/pytree

Implementation of tree-structured neural networks in PyTorch.

Primary LanguagePythonApache License 2.0Apache-2.0



PyTree implements tree-structured neural networks in PyTorch. The package provides highly generic implementations as well as efficient batching methods.

Installation

To install please run:

pip install git+https://github.com/AntoineSimoulin/pytree

Usage

Prepare constituency tree data

Data must be in the str format as detailed in the example below:

from pytree.data import prepare_input_from_constituency_tree

parse_tree_example = '(TOP (S (NP (_ I)) (VP (_ saw) (NP (_ Sarah)) (PP (_ with) (NP (_ a) (_ telescope)))) (_ .)))'
input_test, head_idx_test, head_idx_r_test, head_idx_l_test = prepare_input_from_constituency_tree(parse_tree_example)

print(input_test)
# ['[CLS]', 'I', 'saw', 'Sarah', 'with', 'a', 'telescope', '.', '[S]', '[S]', '[VP]', '[VP]', '[PP]', '[NP]']

print(head_idx_test)
# [0, 9, 11, 11, 12, 13, 13, 8, 0, 8, 9, 10, 10, 12]

print(head_idx_r_test)
# [0, 1, 1, 0, 1, 1, 0, 0, 0, 1, 0, 1, 0, 0]

print(head_idx_l_test)
# [0, 0, 0, 1, 0, 0, 1, 1, 0, 0, 1, 0, 1, 1]

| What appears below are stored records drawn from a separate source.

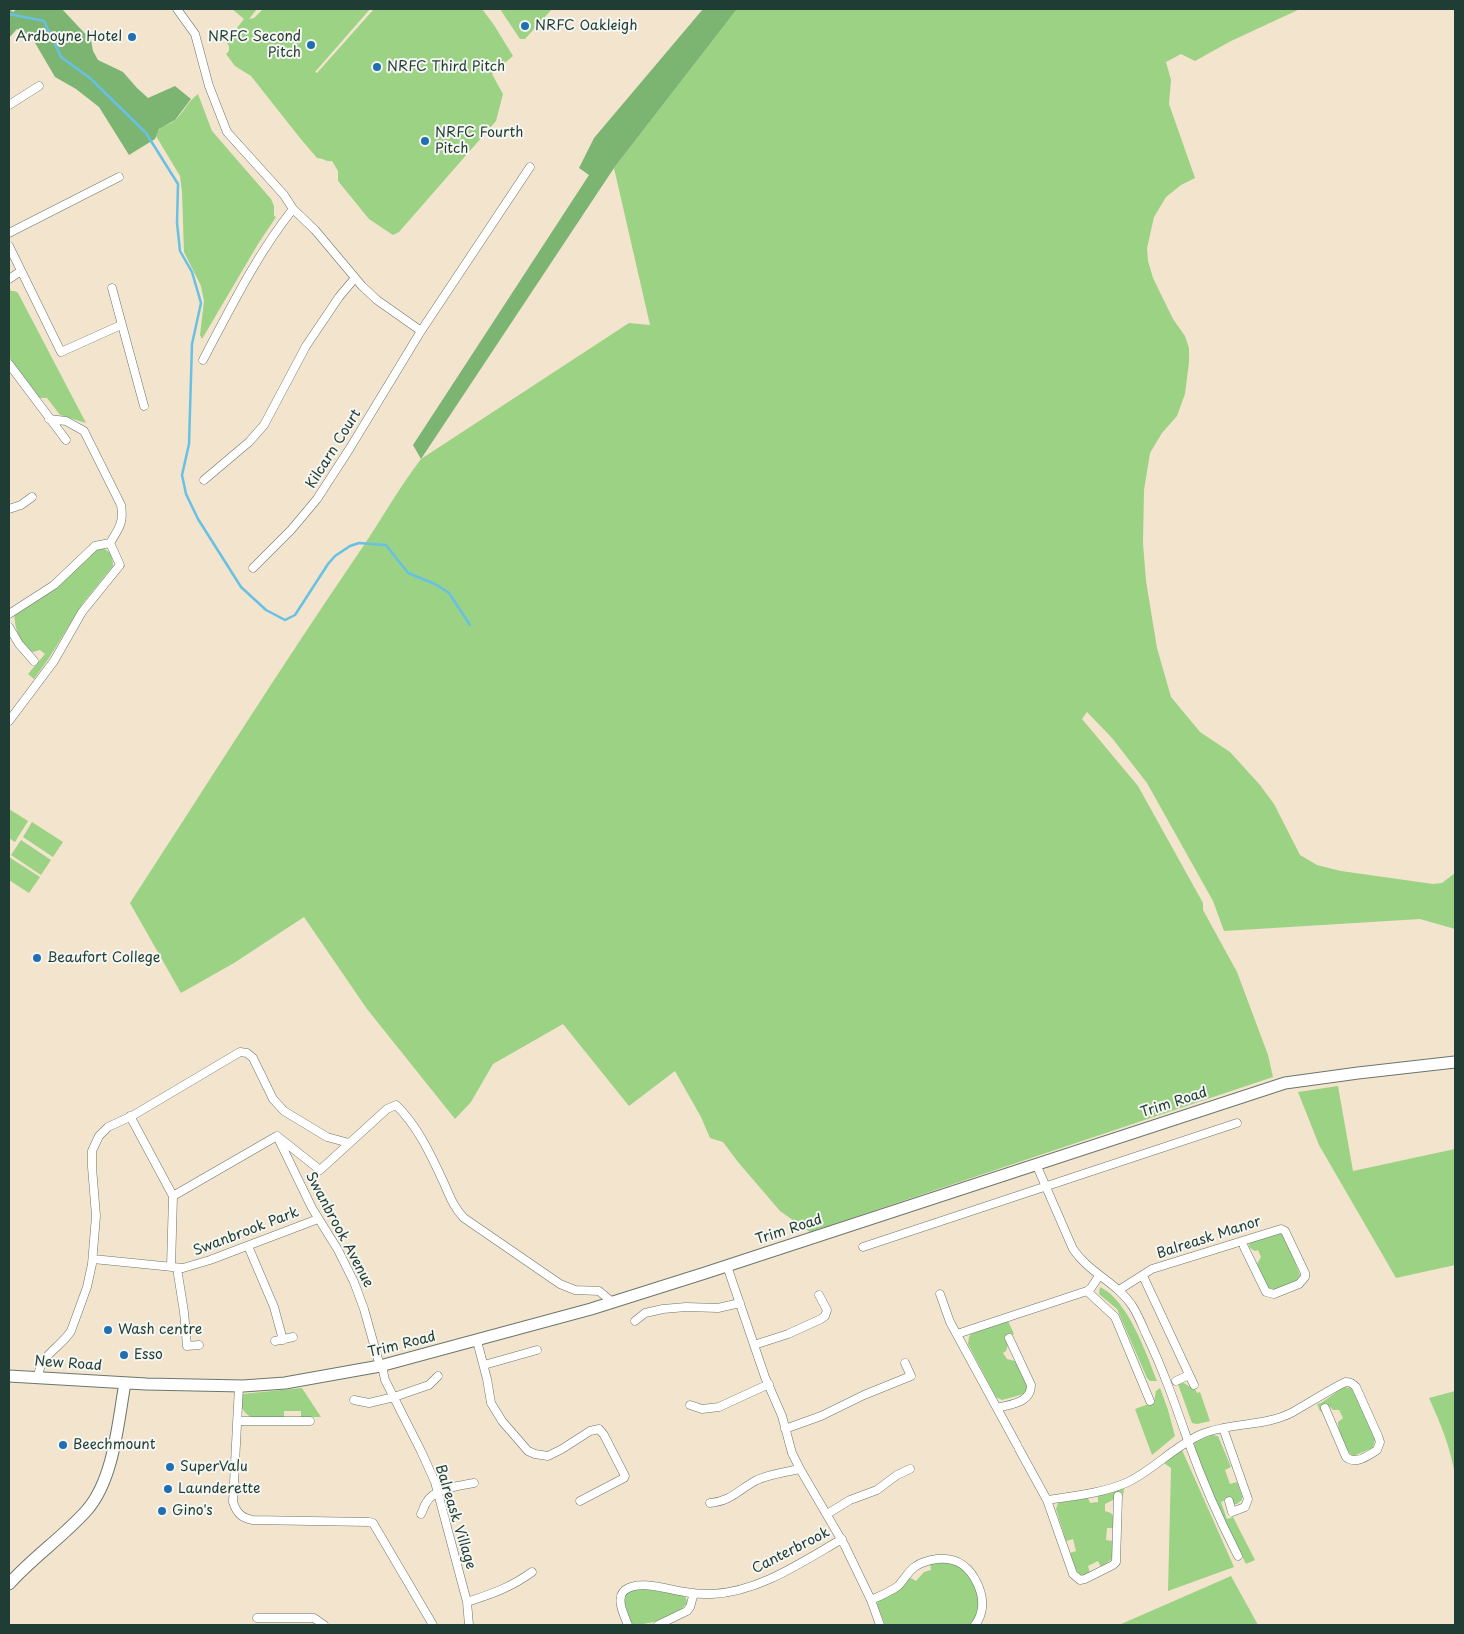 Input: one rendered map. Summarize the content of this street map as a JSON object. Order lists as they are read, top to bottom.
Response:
{
  "streets": {
    "main road": ["Trim Road", "New Road"],
    "street": [
      "Kilcarn Court",
      "Swanbrook Avenue",
      "Swanbrook Park",
      "Balreask Manor",
      "Balreask Village",
      "Canterbrook"
    ]
  },
  "crossings": [
    ["Trim Road", "Swanbrook Avenue"],
    ["Trim Road", "New Road"],
    ["Trim Road", "Balreask Village"],
    ["Trim Road", "Canterbrook"],
    ["Swanbrook Avenue", "Swanbrook Park"],
    ["Swanbrook Avenue", "Balreask Village"]
  ],
  "places": [
    "NRFC Oakleigh",
    "Ardboyne Hotel",
    "NRFC Second Pitch",
    "NRFC Third Pitch",
    "NRFC Fourth Pitch",
    "Beaufort College",
    "Wash centre",
    "Esso",
    "Beechmount",
    "SuperValu",
    "Launderette",
    "Gino's"
  ]
} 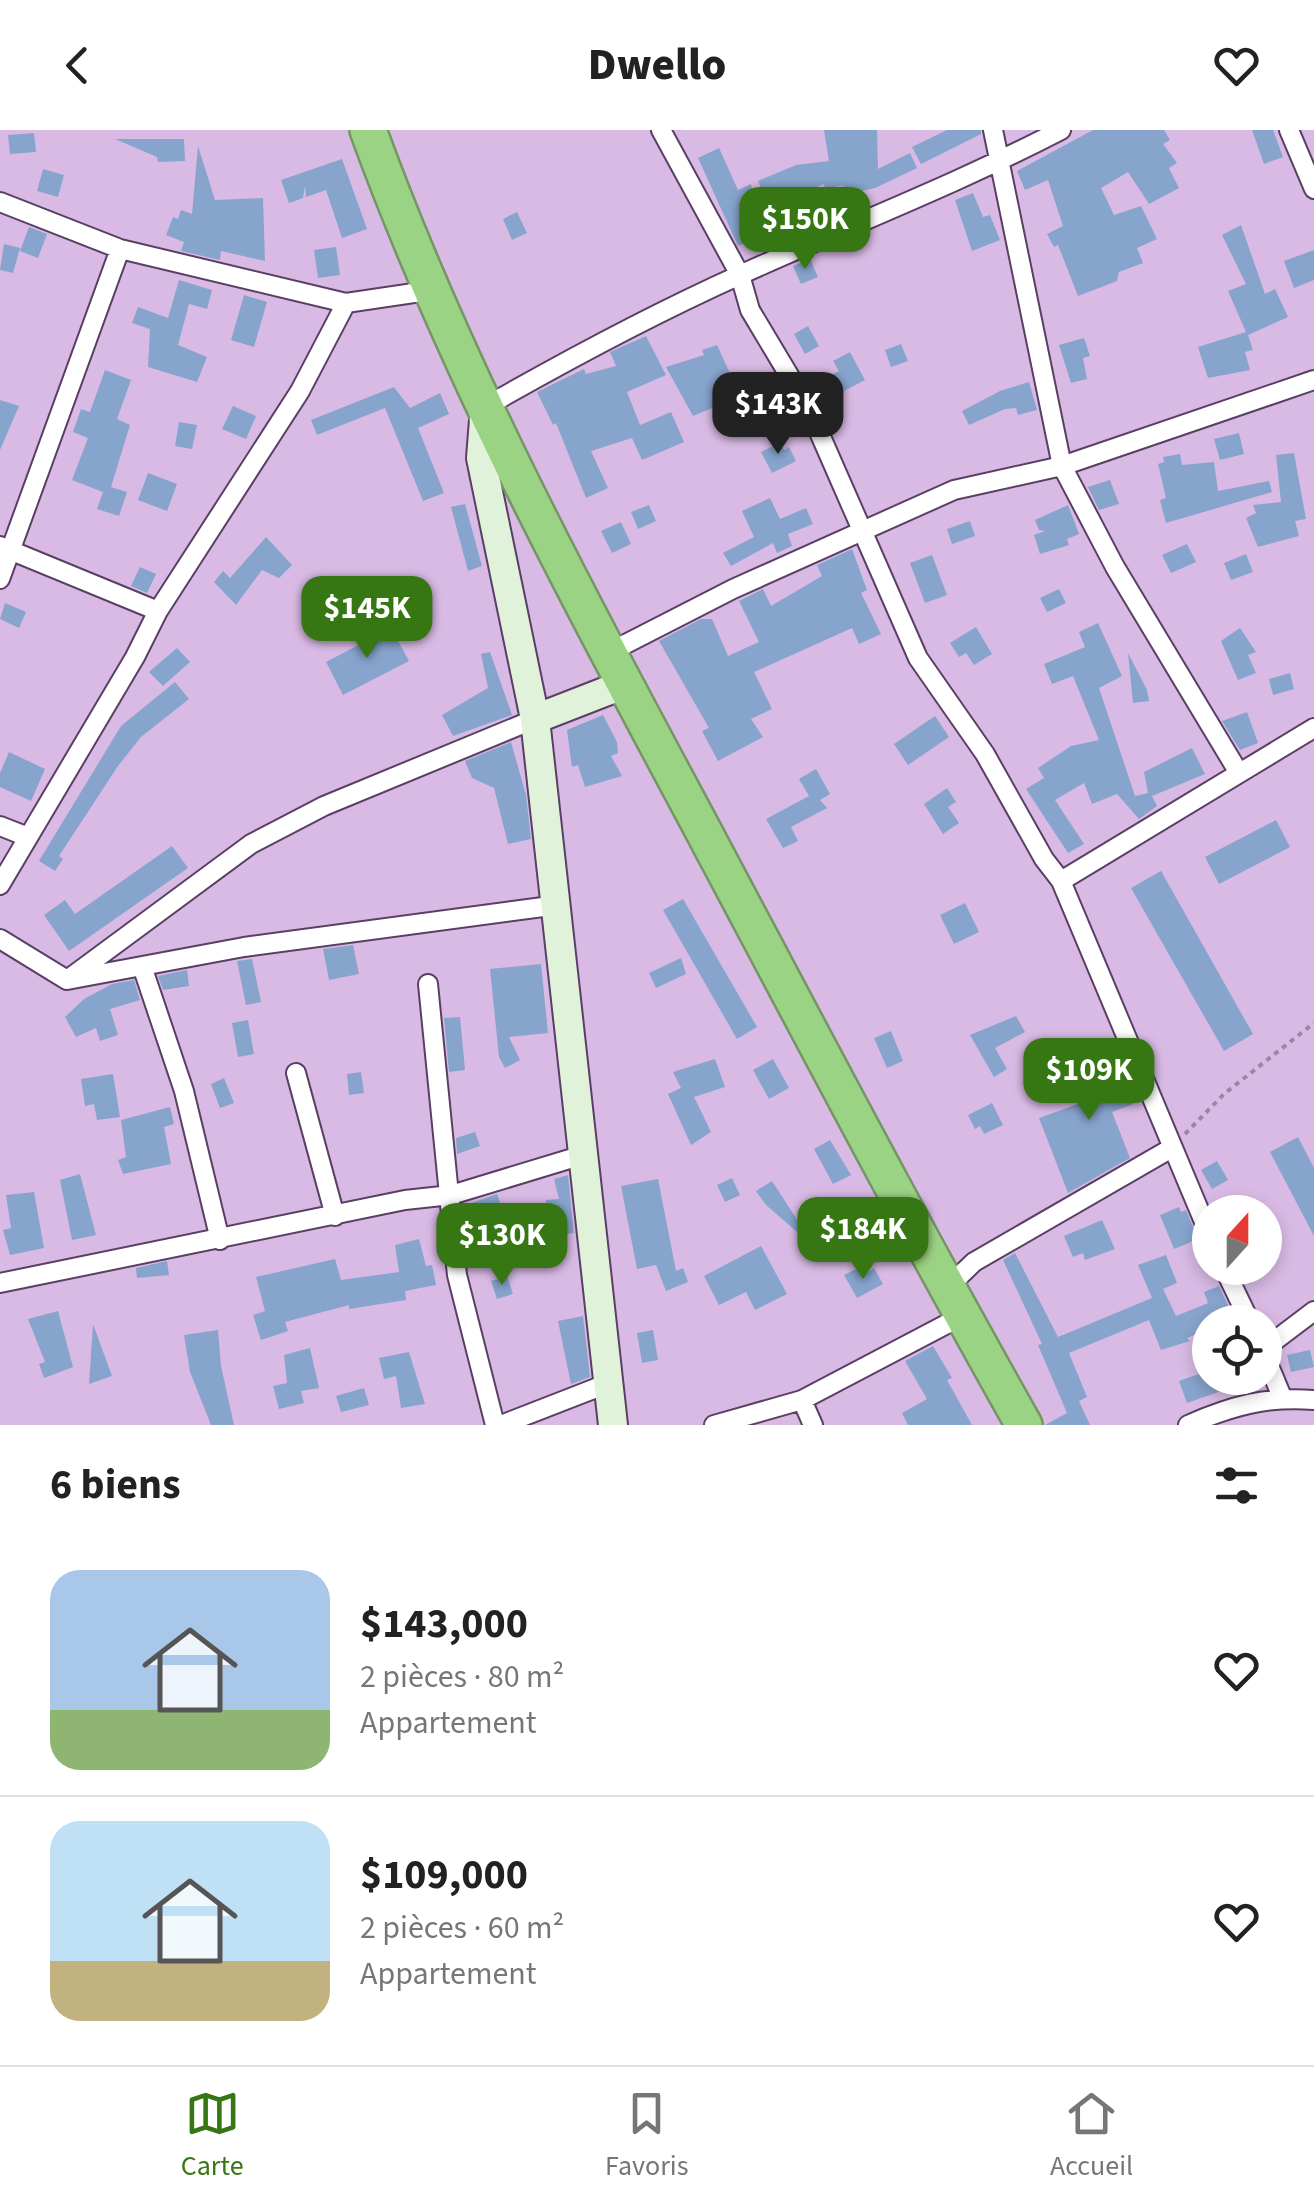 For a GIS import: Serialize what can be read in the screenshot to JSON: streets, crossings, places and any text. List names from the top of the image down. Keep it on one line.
{"north":"top","page":{"header":"Dwello","price":["$150K","$143K","$145K","$109K","$184K","$130K"],"heading":"6 biens","list":[{"name":"$143,000","note":"2 pièces · 80 m² · Appartement"},{"name":"$109,000","note":"2 pièces · 60 m² · Appartement"}],"tabs":["Carte","Favoris","Accueil"]}}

Prepare dependency tree data

Data must be in the conll-X format as detailed in the example below:

from pytree.data import prepare_input_from_dependency_tree

parse_tree_example = """1	I	_	_	_	_	2	nsubj	_	_
2	saw	_	_	_	_	0	root	_	_
3	Sarah	_	_	_	_	2	dobj	_	_
4	with	_	_	_	_	2	prep	_	_
5	a	_	_	_	_	6	det	_	_
6	telescope	_	_	_	_	4	pobj	_	_
7	.	_	_	_	_	2	punct	_	_
"""
input_test, head_idx_test = prepare_input_from_dependency_tree(parse_tree_example)

print(input_test)
# ['[CLS]', 'I', 'saw', 'Sarah', 'with', 'a', 'telescope', '.']

print(head_idx_test)
# [0, 2, 0, 2, 2, 6, 4, 2]

Prepare data

You may encode the word with GloVe emebddings :

from pytree.data.glove_tokenizer import GloveTokenizer

glove_tokenizer = GloveTokenizer(glove_file_path='./glove.6B.300d.txt', vocab_size=10000)
input_test = glove_tokenizer.convert_tokens_to_ids(input_test)
print(input_test)
# [1, 1, 824, 1, 19, 9, 1, 4]

Then prepare the data:

from pytree.data.utils import build_tree_ids_n_ary

tree_ids_test, tree_ids_test_r, tree_ids_test_l = build_tree_ids_n_ary(head_idx_test, head_idx_r_test, head_idx_l_test)
inputs = {'input_ids': torch.tensor(input_test).unsqueeze(0),
          'tree_ids': torch.tensor(tree_ids_test).unsqueeze(0),
          'tree_ids_r': torch.tensor(tree_ids_test_r).unsqueeze(0),
          'tree_ids_l': torch.tensor(tree_ids_test_l).unsqueeze(0)}

And apply the model:

from pytree.models import NaryConfig, NaryTree

config = NaryConfig()
tree_encoder = NaryTree(config)

(h, c), h_root = tree_encoder(inputs)
print(h)
# tensor([[[ 0.0000,  0.0000,  0.0000,  ...,  0.0000,  0.0000,  0.0000],
#          [ 0.0113, -0.0066,  0.0089,  ...,  0.0064,  0.0076, -0.0048],
#          [ 0.0110, -0.0073,  0.0110,  ...,  0.0070,  0.0046, -0.0049],
#          ...,
#          [ 0.0254, -0.0138,  0.0224,  ...,  0.0131,  0.0148, -0.0143],
#          [ 0.0346, -0.0172,  0.0281,  ...,  0.0140,  0.0198, -0.0267],
#          [ 0.0247, -0.0126,  0.0201,  ...,  0.0116,  0.0162, -0.0184]]],
#        grad_fn=<SWhereBackward>)

print(h_root.shape)
# torch.Size([150])

We also provide a full demonstration with the SICK dataset and batched processing in the examples folder.